John Reiff 08-15-2008 06:12 PM

Travertine Flooring & load bearing
 
I want to install Travertine Flooring in our kitchen but I am concerned about the weight on the floor after the installation. So far, no one can tell me if it is safe/prudent to add Travertine to our floor.

I did find John Bridge Forums Deflect-O-Lator on Google & according to the calculator my foor is rated for only Sheet Vinyl or wood. Although his calculator seems credible, I would like another opinion(s) before I abandon the thought of using Travertine.

Our floor is currently construction grade Southern Pine 2 x 10's, 16" OC with a span of 15'. The kitchen is 15' x 30'. The floor joists rest on poured concrete on one side & on 2 2x12 beams with 1/4" plywood sandwiched between the 2 2 x 12s. There is a 2X4, 16 OC wall constructed in the basement which is perpendicular to the floor joists which shortens the span from 15' to 14'. There is also another 2x4 16 OC wall parallel to the 15' floor joists with the walls 2x4 header attached to the bottom one of a joist which is approximately 10' into the length of the 30' room. The subflooring of the kitchen is 2 sheets of plywood: One 1/2" sheet & One 3/4" sheet or a subfloor 1 1/4' thick.

Thank you

Bill_Vincent 08-16-2008 05:32 PM

His calculator IS credible. You're barely at the limit for ceramic tile, much less stone. What you might want to do is sister up those joists with 2x8s. That should strengthen your joists enough for stone. The subfloor should be fine with either 1/4" cement board or Ditra.

JazMan 08-16-2008 07:26 PM

Hi John,

I agree, your subfloor system can not support any type of natural stone and last as long as it should. If you want natural stone, you'll have to do as Bill said. You need to sister every joist, or build a supporting wall to shorten the span of the 2x10 joists.

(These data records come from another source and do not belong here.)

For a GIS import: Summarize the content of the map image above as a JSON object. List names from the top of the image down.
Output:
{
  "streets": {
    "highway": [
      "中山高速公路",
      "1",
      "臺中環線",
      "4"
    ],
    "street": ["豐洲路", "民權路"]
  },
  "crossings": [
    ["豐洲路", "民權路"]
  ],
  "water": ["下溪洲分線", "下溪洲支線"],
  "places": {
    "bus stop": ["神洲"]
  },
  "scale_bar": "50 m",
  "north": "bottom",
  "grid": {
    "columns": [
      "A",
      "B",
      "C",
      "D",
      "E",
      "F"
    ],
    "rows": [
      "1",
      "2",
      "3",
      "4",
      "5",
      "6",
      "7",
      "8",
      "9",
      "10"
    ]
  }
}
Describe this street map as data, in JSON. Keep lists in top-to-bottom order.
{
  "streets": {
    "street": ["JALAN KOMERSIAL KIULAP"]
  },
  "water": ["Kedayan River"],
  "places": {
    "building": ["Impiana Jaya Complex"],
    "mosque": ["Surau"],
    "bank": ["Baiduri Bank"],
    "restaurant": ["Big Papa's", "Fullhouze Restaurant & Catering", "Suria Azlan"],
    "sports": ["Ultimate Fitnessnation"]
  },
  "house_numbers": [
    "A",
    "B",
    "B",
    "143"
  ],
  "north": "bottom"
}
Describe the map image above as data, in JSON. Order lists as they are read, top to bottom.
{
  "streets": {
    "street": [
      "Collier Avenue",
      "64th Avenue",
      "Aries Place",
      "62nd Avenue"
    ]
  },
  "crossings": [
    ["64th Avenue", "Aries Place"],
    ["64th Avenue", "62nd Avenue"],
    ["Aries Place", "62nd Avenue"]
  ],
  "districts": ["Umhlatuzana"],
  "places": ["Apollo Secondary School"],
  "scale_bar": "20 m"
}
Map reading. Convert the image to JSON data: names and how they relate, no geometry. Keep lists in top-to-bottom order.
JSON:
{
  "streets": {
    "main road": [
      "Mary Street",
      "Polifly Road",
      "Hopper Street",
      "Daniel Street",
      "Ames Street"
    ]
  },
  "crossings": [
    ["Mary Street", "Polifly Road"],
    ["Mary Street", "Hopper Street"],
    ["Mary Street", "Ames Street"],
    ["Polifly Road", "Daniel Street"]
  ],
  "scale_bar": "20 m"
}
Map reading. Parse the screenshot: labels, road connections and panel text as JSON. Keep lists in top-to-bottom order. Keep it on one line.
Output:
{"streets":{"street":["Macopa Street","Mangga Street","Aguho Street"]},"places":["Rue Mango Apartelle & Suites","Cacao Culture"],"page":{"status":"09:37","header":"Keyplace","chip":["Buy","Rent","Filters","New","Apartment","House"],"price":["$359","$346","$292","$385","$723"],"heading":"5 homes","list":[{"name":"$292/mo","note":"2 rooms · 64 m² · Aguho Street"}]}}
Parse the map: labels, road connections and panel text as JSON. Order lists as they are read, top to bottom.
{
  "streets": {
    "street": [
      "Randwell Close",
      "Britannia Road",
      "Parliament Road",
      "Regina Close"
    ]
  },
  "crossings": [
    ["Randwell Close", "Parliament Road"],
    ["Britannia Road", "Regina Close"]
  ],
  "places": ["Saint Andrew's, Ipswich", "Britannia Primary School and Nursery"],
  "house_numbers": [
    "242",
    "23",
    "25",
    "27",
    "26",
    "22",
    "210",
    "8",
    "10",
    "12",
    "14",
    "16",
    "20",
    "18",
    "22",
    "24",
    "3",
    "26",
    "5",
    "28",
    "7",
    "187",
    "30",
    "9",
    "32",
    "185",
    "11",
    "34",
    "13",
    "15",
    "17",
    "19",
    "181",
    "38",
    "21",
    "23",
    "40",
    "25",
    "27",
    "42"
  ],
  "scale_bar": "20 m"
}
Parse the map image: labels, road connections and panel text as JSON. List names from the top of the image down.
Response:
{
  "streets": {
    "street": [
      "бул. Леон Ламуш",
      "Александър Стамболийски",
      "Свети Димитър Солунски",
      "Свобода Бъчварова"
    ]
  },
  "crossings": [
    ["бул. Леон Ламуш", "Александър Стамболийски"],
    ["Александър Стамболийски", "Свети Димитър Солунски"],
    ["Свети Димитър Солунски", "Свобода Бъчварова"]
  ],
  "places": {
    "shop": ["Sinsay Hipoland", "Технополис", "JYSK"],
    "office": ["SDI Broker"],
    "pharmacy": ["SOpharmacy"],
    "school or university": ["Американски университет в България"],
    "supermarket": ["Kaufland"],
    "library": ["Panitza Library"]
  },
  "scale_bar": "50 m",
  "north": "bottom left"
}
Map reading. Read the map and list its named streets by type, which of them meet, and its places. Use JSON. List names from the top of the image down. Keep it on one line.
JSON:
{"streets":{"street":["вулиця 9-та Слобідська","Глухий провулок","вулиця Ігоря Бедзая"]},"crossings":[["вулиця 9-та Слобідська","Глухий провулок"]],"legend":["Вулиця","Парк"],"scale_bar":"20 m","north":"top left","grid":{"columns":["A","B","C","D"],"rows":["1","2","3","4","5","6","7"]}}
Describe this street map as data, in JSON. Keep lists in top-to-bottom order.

If I'm understanding what you said correctly, your joists span 14'. Actually 14' is just a tic above minimum standards of L360 deflection for ceramic and porcelain tiles at 50 lb. live load, and 15 lb. dead load. Normal minimum building standard is L360 at 40/10, which means a builder can build a floor to span up to your original 16' 1". All this is assuming the joists are grade #2, which I believe is the common grade used for joists.

So, if the floor was installed correctly, and is in good condition, you should be able to have ceramic or porcelain tiles, no travertine though.

Jaz

ccarlisle 08-17-2008 08:51 AM

The deflection guide you mention is one that hundreds if not thousands of tile installers have used to date without 'credibility' issues. To me, a theory that withstands the test of time becomes gospel...Why would you have any issues? Do you know of a way that ensures that proper calculations are made before an install is done that protects both the homeowner and the setter from tile cracking and loose grout? If so, let us know and we'll tell you if any credibility issues arise from it.

In the end, it's still your choice as to whether or not to accept the information that is given - or do it the way you want. In real terms, what's at stake here?

Let's say you go ahead and purchase 450 12"x12" polished or honed, filled or unfilled travertine (marble) tiles at $5 each, have them installed by a team of installers over a period of say 3 days. Proper plywood, perhaps some anti-fracture membrane (because you've read elsewhere that these things are "credible" and so you put them in). And let's say the whole things sets you back $5k...

Even with the plywood and antifracture membrane, your grout - and maybe the tiles - will start to crack - unless you restrict your kitchen to one-light-user-at a-time...LOL. Like kids under 10...

Well, maybe you can live with cracked tiles and loose grout. But maybe your SO can't...either way, most people would wonder what the hell you did wrong and why you blew $5k on cracks that shouldn't be there. Like many, they'd look to blame someone - anyone - like the installer...

Or try selling your house. Do you think a prospective buyer will go along with your 'credibility' tales - or dock you $10k for removing the stone and doing it right.

All you have to do is tell those people that you had credibility issues with the structural engineering calculations that were offered.